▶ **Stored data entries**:
◆ ◆ ◆

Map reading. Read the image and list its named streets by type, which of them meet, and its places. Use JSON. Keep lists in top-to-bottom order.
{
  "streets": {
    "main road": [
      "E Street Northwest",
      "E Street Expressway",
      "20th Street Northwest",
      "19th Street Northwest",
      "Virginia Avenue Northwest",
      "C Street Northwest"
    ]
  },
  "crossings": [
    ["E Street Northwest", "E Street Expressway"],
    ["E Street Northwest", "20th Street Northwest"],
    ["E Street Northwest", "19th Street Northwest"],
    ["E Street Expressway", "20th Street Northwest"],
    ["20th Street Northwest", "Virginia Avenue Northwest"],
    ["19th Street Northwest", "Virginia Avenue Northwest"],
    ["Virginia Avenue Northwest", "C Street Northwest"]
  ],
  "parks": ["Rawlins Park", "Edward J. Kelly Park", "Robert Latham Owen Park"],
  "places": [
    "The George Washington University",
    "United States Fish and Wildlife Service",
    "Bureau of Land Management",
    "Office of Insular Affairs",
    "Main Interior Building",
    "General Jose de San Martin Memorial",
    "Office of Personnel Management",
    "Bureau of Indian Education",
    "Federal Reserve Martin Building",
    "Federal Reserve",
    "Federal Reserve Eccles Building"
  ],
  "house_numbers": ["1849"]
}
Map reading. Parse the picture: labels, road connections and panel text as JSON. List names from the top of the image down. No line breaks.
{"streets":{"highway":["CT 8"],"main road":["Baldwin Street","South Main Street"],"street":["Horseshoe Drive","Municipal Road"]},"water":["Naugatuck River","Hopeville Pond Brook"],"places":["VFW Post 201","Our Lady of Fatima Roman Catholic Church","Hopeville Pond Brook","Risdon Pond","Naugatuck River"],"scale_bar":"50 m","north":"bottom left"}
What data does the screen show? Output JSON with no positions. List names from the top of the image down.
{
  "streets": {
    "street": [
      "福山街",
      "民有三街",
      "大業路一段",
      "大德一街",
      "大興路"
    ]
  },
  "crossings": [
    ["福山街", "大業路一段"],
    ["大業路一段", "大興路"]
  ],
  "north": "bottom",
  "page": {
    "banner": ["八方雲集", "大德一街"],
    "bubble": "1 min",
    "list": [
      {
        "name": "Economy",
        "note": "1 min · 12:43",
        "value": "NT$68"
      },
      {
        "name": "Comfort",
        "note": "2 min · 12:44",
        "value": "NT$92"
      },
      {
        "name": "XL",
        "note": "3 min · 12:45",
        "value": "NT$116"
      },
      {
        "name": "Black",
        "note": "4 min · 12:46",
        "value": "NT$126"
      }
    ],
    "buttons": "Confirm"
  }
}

◆ ◆ ◆

▶ **WHAT TO PRODUCE**: Retype each of the records, word for word, with nothing added or dropped.

▶ **ANSWER TO THE PROBLEM**:
Map reading. Read the image and list its named streets by type, which of them meet, and its places. Use JSON. Keep lists in top-to-bottom order.
{
  "streets": {
    "main road": [
      "E Street Northwest",
      "E Street Expressway",
      "20th Street Northwest",
      "19th Street Northwest",
      "Virginia Avenue Northwest",
      "C Street Northwest"
    ]
  },
  "crossings": [
    ["E Street Northwest", "E Street Expressway"],
    ["E Street Northwest", "20th Street Northwest"],
    ["E Street Northwest", "19th Street Northwest"],
    ["E Street Expressway", "20th Street Northwest"],
    ["20th Street Northwest", "Virginia Avenue Northwest"],
    ["19th Street Northwest", "Virginia Avenue Northwest"],
    ["Virginia Avenue Northwest", "C Street Northwest"]
  ],
  "parks": ["Rawlins Park", "Edward J. Kelly Park", "Robert Latham Owen Park"],
  "places": [
    "The George Washington University",
    "United States Fish and Wildlife Service",
    "Bureau of Land Management",
    "Office of Insular Affairs",
    "Main Interior Building",
    "General Jose de San Martin Memorial",
    "Office of Personnel Management",
    "Bureau of Indian Education",
    "Federal Reserve Martin Building",
    "Federal Reserve",
    "Federal Reserve Eccles Building"
  ],
  "house_numbers": ["1849"]
}
Map reading. Parse the picture: labels, road connections and panel text as JSON. List names from the top of the image down. No line breaks.
{"streets":{"highway":["CT 8"],"main road":["Baldwin Street","South Main Street"],"street":["Horseshoe Drive","Municipal Road"]},"water":["Naugatuck River","Hopeville Pond Brook"],"places":["VFW Post 201","Our Lady of Fatima Roman Catholic Church","Hopeville Pond Brook","Risdon Pond","Naugatuck River"],"scale_bar":"50 m","north":"bottom left"}
What data does the screen show? Output JSON with no positions. List names from the top of the image down.
{
  "streets": {
    "street": [
      "福山街",
      "民有三街",
      "大業路一段",
      "大德一街",
      "大興路"
    ]
  },
  "crossings": [
    ["福山街", "大業路一段"],
    ["大業路一段", "大興路"]
  ],
  "north": "bottom",
  "page": {
    "banner": ["八方雲集", "大德一街"],
    "bubble": "1 min",
    "list": [
      {
        "name": "Economy",
        "note": "1 min · 12:43",
        "value": "NT$68"
      },
      {
        "name": "Comfort",
        "note": "2 min · 12:44",
        "value": "NT$92"
      },
      {
        "name": "XL",
        "note": "3 min · 12:45",
        "value": "NT$116"
      },
      {
        "name": "Black",
        "note": "4 min · 12:46",
        "value": "NT$126"
      }
    ],
    "buttons": "Confirm"
  }
}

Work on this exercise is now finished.